Just a question me and some coworkers were discussion. Would it be possible to convert and awd TT to a rwd with little work.... Well without opening the transfer case? IF we found a way to removed the from axle or lock the front axles from spinning, and then applied all the power to the rear. will it work?


----------



## Murderface (Nov 13, 2006)

*Re: RWD TT?? (jagboyce)*

Power goes through the front diff first and you can't send more than 50% of it to the back unless you somehow divert it around the diff...good luck


----------



## stevemannn (Apr 17, 2008)

*Re: RWD TT?? (jagboyce)*

id like to see it


----------



## Z3r0 (Sep 24, 2006)

I say if you really want to make it happen you will be putting in a lot of work and money to do it right. 
How to do it right well that would be a completely new discussion but I think some key points would be longitudal engine mounting versus the transverse mounting that it has currently, swapping of transmission as well as a shortened drive shaft and changing the haldex out for a proper RWD differential.
I agree that it would be really cool to see and a heck of a project but I don't see it being worth the money to do it personally. 
there was a guy that converted a corrado to RWD if I recall correctly he goes by forcefedrado or somethign like that worth a search to see the work he had to put in to change a FWD to RWD and converting a TT to straight RWD wouldn't be much different then what he went through design wise.


----------



## stjacket (Apr 26, 2007)

*Re: (Z3r0)*

why,? inbrace the awd,


----------



## stevemannn (Apr 17, 2008)

*Re: RWD TT?? (stevemannn)*

id like to do it myself cause im fwd.. but the amount of work would be ridiculous.
if i was awd.. id stay that way personally.. especially if its a dd
snow is a big issue with me lol
but for racing rwd is the way to go
plus itll be lighter and more power to the wheels
but i cant see awd being bad for racing either
fwd just sucks lol
id like to see it done though


----------



## Corradokid135 (Apr 10, 2006)

*Re: RWD TT?? (stevemannn)*

A couple of corrado guys have converted there radows to rwd or awd... so IMO it has to be at least possiable on a TT.


----------



## 85VR6GTI (Mar 15, 2007)

Personally i would like to see a Dahlback TT like they did with the Golf. 900hp from the S2 motor is a pretty sweet conversion. even if it is AWD still would be a lot of fun.


----------



## Murderface (Nov 13, 2006)

*Re: RWD TT?? (Corradokid135)*


_Quote, originally posted by *Corradokid135* »_A couple of corrado guys have converted there radows to rwd or awd... so IMO it has to be at least possiable on a TT.

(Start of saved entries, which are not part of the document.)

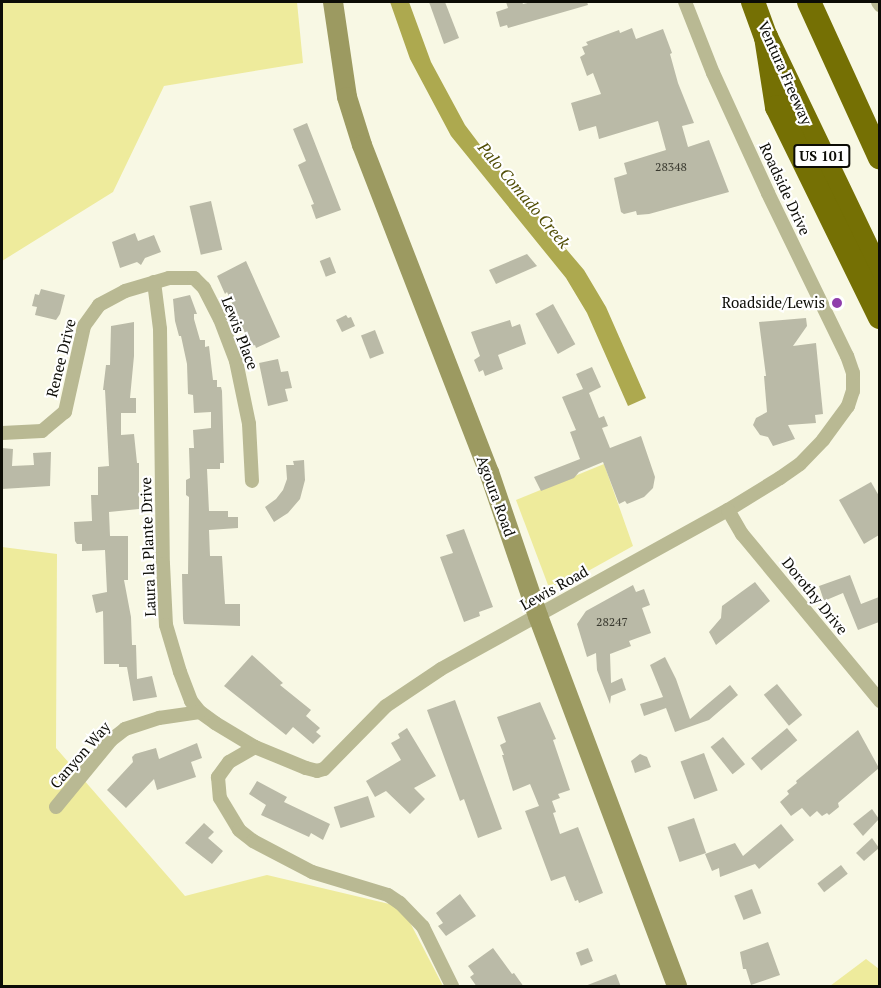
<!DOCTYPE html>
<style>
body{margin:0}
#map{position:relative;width:881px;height:988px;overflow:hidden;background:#f8f8e4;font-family:"PT Serif",serif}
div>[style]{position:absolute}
.green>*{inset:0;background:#eeeb9c}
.water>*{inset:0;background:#ada94f}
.building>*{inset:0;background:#babaa7;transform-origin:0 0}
.street>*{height:14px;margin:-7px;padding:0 7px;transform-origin:7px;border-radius:7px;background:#b9b993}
.secondary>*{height:20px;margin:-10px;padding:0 10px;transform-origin:10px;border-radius:10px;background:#9c9a61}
.highway>*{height:24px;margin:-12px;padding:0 12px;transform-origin:12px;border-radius:12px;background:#757004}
.dots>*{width:16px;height:16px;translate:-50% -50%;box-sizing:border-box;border:3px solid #fff;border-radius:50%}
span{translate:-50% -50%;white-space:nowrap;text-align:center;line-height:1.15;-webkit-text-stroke:4.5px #fff;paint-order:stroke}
.number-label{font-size:12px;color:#38382e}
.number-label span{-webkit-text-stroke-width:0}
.shield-label span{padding:2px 4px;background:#fff;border:2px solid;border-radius:4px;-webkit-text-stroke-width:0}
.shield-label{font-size:14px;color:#0c0c06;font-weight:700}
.street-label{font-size:15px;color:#0c0c06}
.poi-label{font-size:15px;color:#0c0c06}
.right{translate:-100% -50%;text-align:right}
.water-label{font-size:16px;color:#504d04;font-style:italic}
.frame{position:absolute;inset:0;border:3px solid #0c0c06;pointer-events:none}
</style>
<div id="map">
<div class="green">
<div style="clip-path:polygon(2px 2px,297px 2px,303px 63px,164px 86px,113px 192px,2px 261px)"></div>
<div style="clip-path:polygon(604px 464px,633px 546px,563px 585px,548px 585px,516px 500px)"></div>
<div style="clip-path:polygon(2px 547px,57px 554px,56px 748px,185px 896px,267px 875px,402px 907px,443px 986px,2px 986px)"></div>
<div style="clip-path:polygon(866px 959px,879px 969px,879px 986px,830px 986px)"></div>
</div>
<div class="water">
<div style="clip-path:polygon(390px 2px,409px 2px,431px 62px,465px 125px,499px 170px,584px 270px,606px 307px,646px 398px,628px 406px,587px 313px,566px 278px,451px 136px,410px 59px)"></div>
</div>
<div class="building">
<div style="clip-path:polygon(429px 2px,445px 2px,459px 38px,444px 44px)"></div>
<div style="clip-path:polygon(506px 2px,522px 2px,523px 4px,532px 2px,587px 2px,588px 5px,508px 28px,507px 25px,500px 27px,496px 12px,508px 8px)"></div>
<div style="clip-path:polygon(632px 28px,636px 39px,663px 29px,672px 53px,670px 54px,678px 83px,694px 123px,682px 126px,688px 147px,709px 140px,729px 192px,649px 214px,637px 215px,636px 211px,624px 214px,621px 212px,614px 178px,627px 174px,624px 163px,666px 150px,658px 121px,599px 139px,596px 126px,579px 131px,571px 103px,601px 94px,593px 73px,587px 76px,580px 57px,585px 54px,582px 47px,588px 45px,586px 42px,619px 30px,620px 33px)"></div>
<div style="clip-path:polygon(307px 123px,341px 210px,316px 219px,311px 205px,314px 204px,298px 165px,306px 161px,293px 129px)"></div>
<div style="left:211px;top:201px;width:50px;height:22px;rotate:77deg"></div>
<div style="clip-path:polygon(135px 233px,138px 241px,154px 235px,161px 252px,145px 258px,141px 265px,137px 262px,120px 268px,112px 242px)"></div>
<div style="clip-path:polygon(527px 254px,537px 266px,496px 284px,489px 270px)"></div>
<div style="left:330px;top:257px;width:17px;height:11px;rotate:69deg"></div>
<div style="clip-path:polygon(246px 261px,280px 337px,256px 348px,255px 345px,251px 347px,227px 292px,225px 294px,217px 276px)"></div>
<div style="clip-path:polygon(41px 289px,65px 295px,60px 314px,56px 320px,35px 315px,37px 307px,32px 306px,35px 294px,39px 295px)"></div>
<div style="clip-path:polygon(190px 295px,197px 314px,194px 314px,194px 319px,200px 340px,205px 340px,205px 347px,209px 346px,213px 380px,217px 380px,217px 387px,221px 387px,222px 391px,224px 463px,220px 463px,220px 469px,207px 469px,209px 511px,228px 511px,228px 517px,238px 517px,238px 528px,209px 530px,210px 556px,222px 556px,225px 604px,240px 604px,240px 626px,184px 624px,183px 619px,182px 574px,188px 574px,189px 497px,186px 495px,186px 480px,190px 478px,189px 448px,194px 448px,193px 430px,211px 428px,211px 412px,194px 413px,193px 395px,188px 394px,187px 364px,181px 336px,179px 336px,175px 321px,173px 299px)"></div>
<div style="left:553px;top:304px;width:46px;height:20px;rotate:61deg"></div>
<div style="clip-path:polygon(346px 315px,348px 318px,351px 317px,355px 326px,342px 332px,336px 320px)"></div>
<div style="clip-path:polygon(806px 318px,807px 326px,793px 346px,816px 343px,823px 414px,815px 415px,816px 423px,788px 425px,795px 439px,773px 446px,768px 437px,760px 435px,753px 425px,756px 418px,767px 412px,764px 376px,766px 376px,759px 322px)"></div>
<div style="clip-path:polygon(510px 320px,512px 327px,520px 324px,526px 344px,498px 355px,503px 369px,485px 376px,483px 370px,479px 372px,474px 360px,480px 356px,471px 332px)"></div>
<div style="clip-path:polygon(134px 322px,134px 356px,130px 398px,136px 398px,136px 413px,121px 413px,121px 435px,134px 434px,137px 463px,139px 463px,139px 509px,109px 512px,110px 536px,128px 536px,128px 580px,124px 580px,131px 617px,132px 645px,136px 645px,137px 679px,152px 676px,157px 697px,133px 701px,127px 667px,119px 667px,119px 664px,104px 664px,103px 611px,96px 613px,92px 595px,107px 592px,105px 550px,82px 551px,82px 544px,77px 544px,75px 541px,74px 522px,92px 521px,91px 495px,98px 495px,98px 467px,109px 466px,105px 390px,103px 390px,106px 365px,110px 365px,111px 326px)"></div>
<div style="left:375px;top:330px;width:25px;height:15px;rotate:69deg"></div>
<div style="clip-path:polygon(278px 359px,281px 372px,288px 371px,292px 388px,285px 389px,288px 401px,268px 406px,259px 363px)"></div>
<div style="clip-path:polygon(592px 367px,601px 387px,589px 393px,599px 418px,604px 416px,608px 426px,602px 428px,610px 448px,641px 436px,655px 477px,653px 488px,644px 497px,627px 504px,625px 501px,619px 504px,603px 462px,579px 472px,574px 478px,541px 491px,534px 477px,580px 459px,570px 432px,576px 430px,562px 397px,583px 389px,576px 374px)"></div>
<div style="clip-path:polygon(2px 448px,13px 449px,12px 466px,34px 465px,33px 453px,51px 452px,50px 486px,2px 489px)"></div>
<div style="clip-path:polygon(304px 460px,305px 480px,300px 499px,288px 513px,274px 522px,265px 507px,276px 499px,283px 490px,287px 479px,286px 465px,294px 465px,293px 461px)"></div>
<div style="clip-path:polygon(871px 482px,879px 496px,879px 535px,864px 544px,839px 500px)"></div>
<div style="clip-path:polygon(464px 529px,493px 607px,479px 612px,480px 616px,464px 622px,440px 557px,453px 553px,446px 535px)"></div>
<div style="clip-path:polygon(850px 575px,861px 604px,879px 597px,879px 622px,858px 630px,843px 593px,824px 601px,819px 586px)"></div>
<div style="clip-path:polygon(755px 582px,770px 601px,716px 645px,709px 632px,721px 618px,722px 606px)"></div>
<div style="clip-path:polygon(633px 585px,636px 592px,644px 589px,650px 605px,642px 608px,651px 633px,629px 641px,631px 646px,610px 654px,611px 683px,622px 678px,626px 690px,611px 696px,610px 704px,597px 670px,596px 653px,587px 657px,577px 624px,586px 611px)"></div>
<div style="clip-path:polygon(252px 655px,283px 683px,280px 685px,311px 710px,306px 716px,320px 728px,316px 732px,321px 736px,313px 744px,293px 727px,286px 735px,224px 686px)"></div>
<div style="clip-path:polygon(665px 657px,676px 679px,690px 719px,730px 685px,738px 695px,709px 720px,675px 732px,666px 708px,644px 716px,640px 704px,663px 697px,650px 665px)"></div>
<div style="left:777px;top:684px;width:40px;height:17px;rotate:51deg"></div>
<div style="clip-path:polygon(455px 700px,502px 829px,478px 838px,464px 799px,460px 801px,427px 710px)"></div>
<div style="clip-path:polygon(540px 702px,556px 739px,553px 740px,570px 790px,558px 794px,560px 798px,552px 801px,556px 812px,553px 813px,560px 834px,578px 827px,603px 893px,579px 903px,578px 900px,575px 901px,565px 876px,551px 881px,525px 811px,539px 806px,530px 784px,513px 791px,502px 755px,504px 755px,500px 745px,506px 742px,497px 717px)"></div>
<div style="clip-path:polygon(407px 728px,436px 776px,414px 788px,425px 799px,410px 814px,386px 791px,375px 797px,366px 781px,401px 760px,391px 743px,400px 738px,398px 734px)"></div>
<div style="left:787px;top:728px;width:16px;height:47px;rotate:50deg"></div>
<div style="clip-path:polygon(858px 730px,879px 768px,838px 803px,839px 807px,829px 815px,827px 813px,822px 816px,817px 811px,810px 817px,802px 808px,791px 816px,780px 802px,789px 794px,787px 791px,797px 783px,796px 781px)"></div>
<div style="left:723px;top:737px;width:35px;height:16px;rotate:51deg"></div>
<div style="clip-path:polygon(197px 743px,202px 758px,191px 762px,196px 777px,157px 790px,154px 779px,126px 808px,107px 790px,133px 762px,132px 757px,135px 754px,156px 748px,159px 759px)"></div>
<div style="left:704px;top:753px;width:40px;height:25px;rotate:70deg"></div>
<div style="clip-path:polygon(640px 754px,647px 757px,651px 767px,635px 773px,631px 761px)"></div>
<div style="clip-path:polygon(257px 781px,287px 797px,284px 802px,330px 824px,323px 840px,311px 833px,309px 837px,261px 815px,266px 805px,249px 794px)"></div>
<div style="left:368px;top:796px;width:22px;height:36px;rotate:72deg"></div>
<div style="clip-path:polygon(872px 809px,879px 819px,863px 836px,853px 824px)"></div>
<div style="left:694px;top:818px;width:37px;height:28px;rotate:71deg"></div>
<div style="clip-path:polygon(204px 823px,214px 832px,208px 838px,223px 851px,212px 864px,185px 843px)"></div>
<div style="clip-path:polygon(781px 824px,794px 840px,759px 869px,755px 864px,720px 877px,719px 868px,712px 871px,705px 854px,735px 843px,743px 856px)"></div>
<div style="clip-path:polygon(872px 838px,879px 848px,864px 861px,856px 853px)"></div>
<div style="left:841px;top:865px;width:11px;height:30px;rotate:52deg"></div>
<div style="left:752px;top:889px;width:26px;height:19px;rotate:69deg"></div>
<div style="clip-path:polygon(460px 894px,476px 916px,446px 936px,438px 926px,443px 923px,436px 913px)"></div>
<div style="clip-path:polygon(768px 942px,780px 975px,751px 985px,746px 969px,743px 969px,740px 952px)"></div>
<div style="clip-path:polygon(493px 948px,512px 974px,514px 973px,524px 987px,477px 987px,470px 977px,474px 974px,468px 966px)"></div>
<div style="left:588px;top:948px;width:14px;height:13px;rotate:69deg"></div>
<div style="clip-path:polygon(616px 974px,621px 987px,585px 987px,585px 986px)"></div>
</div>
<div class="street">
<div style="left:878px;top:2px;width:4px;rotate:56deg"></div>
<div style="left:154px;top:282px;width:47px;rotate:82.7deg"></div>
<div style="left:160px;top:329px;width:235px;rotate:89.3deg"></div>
<div style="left:163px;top:564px;width:61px;rotate:87.2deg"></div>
<div style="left:166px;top:625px;width:49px;rotate:73.4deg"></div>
<div style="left:180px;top:672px;width:31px;rotate:69deg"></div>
<div style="left:191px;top:701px;width:14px;rotate:51deg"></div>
<div style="left:200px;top:712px;width:19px;rotate:36deg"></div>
<div style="left:215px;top:723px;width:47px;rotate:31deg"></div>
<div style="left:255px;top:747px;width:55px;rotate:22.4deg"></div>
<div style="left:306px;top:768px;width:11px;rotate:15deg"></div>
<div style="left:317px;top:771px;width:7px;rotate:-16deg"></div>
<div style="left:324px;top:769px;width:88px;rotate:-45.5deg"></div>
<div style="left:386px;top:706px;width:66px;rotate:-33.9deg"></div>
<div style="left:441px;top:669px;width:328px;rotate:-29deg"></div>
<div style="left:728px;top:510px;width:61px;rotate:-31.6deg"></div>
<div style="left:780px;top:478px;width:24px;rotate:-35deg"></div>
<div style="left:800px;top:464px;width:33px;rotate:-46deg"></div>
<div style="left:823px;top:440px;width:42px;rotate:-53.7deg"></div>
<div style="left:848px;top:406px;width:16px;rotate:-72deg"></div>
<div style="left:853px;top:391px;width:18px;rotate:-90deg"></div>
<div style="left:853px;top:373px;width:18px;rotate:-109deg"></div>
<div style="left:847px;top:356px;width:181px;rotate:-115.9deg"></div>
<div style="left:768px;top:193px;width:132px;rotate:-114.6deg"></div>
<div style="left:713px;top:73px;width:76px;rotate:-111.5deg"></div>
<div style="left:2px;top:433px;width:40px;rotate:-2.9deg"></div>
<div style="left:42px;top:431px;width:30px;rotate:-40deg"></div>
<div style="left:65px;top:412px;width:88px;rotate:-77.5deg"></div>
<div style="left:84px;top:326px;width:26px;rotate:-54deg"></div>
<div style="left:99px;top:305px;width:30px;rotate:-28deg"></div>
<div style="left:125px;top:291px;width:46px;rotate:-16.5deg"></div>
<div style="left:169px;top:278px;width:25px"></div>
<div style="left:194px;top:278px;width:14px;rotate:45deg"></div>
<div style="left:204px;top:288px;width:35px;rotate:63deg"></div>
<div style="left:220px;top:319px;width:45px;rotate:69.1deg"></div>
<div style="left:236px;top:361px;width:64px;rotate:78.3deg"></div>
<div style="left:249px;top:424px;width:57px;rotate:87deg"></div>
<div style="left:728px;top:510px;width:28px;rotate:60deg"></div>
<div style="left:742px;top:534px;width:217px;rotate:50.4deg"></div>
<div style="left:255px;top:747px;width:30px;rotate:150deg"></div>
<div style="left:229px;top:762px;width:19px;rotate:126deg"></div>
<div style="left:218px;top:777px;width:21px;rotate:85deg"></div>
<div style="left:220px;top:798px;width:37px;rotate:59deg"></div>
<div style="left:239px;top:830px;width:18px;rotate:38deg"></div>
<div style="left:253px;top:841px;width:67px;rotate:27.7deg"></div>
<div style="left:312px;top:872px;width:79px;rotate:16.8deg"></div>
<div style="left:388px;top:895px;width:14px;rotate:34deg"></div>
<div style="left:400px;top:903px;width:33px;rotate:46deg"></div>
<div style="left:423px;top:927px;width:66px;rotate:63.8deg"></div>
<div style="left:56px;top:807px;width:87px;rotate:-50.6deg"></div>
<div style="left:111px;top:740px;width:18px;rotate:-38deg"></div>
<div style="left:125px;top:729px;width:36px;rotate:-18deg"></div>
<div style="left:159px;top:718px;width:41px;rotate:-8.3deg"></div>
</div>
<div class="secondary">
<div style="left:333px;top:2px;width:96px;rotate:81.6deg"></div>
<div style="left:347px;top:97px;width:50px;rotate:72.6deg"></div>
<div style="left:362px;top:145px;width:351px;rotate:68.8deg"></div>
<div style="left:489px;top:472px;width:152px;rotate:71.2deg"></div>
<div style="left:538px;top:616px;width:395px;rotate:69.4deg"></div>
</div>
<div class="highway">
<div style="left:753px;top:2px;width:37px;rotate:70deg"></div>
<div style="left:766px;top:37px;width:264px;rotate:64.4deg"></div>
<div style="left:809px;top:2px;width:171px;rotate:65.5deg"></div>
<div style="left:766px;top:37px;width:71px;rotate:81.1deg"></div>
<div style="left:777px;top:107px;width:234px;rotate:63.9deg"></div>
</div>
<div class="dots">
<div style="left:837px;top:303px;background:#8f3dab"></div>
</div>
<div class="number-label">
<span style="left:671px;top:167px">28348</span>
<span style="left:612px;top:622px">28247</span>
</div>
<div class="shield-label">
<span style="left:822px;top:156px">US 101</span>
</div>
<div class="street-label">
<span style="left:785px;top:73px;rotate:66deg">Ventura Freeway</span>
<span style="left:785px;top:189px;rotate:65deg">Roadside Drive</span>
<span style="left:240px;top:333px;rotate:69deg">Lewis Place</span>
<span style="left:61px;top:358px;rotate:-76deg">Renee Drive</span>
<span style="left:496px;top:496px;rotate:70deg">Agoura Road</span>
<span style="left:148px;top:547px;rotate:-92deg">Laura la Plante Drive</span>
<span style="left:554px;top:588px;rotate:-29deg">Lewis Road</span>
<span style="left:815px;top:596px;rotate:51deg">Dorothy Drive</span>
<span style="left:80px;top:755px;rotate:-49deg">Canyon Way</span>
</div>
<div class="poi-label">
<span class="right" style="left:825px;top:303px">Roadside/Lewis</span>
</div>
<div class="water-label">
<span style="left:524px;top:195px;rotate:50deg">Palo Comado Creek</span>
</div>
<div class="frame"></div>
</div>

Those are likely syncro systems, haldex is a bit lamer








You could put a motor in the back. Hell all MTM needs to do is pull one out and they have a RWD TT


----------



## JohnLZ7W (Nov 23, 2003)

*Re: RWD TT?? (jagboyce)*

Easier to just go buy one


----------



## l88m22vette (Mar 2, 2006)

*Re: RWD TT?? (JohnLZ7W)*

Hell, guys have turned the B18 90* and converted Integras to RWD, so I assume the TT can be done. All you'd really need is to get a custom driveshaft from the tranny to the rear diff (for constant power), and unbolt the front halfshafts.


----------



## cincyTT (May 11, 2006)

*Re: RWD TT?? (l88m22vette)*

Well the people that put 2.7t's in a TT and S3's have to do it, so it has been done, but the only reason to do it is for either drag or drifting


----------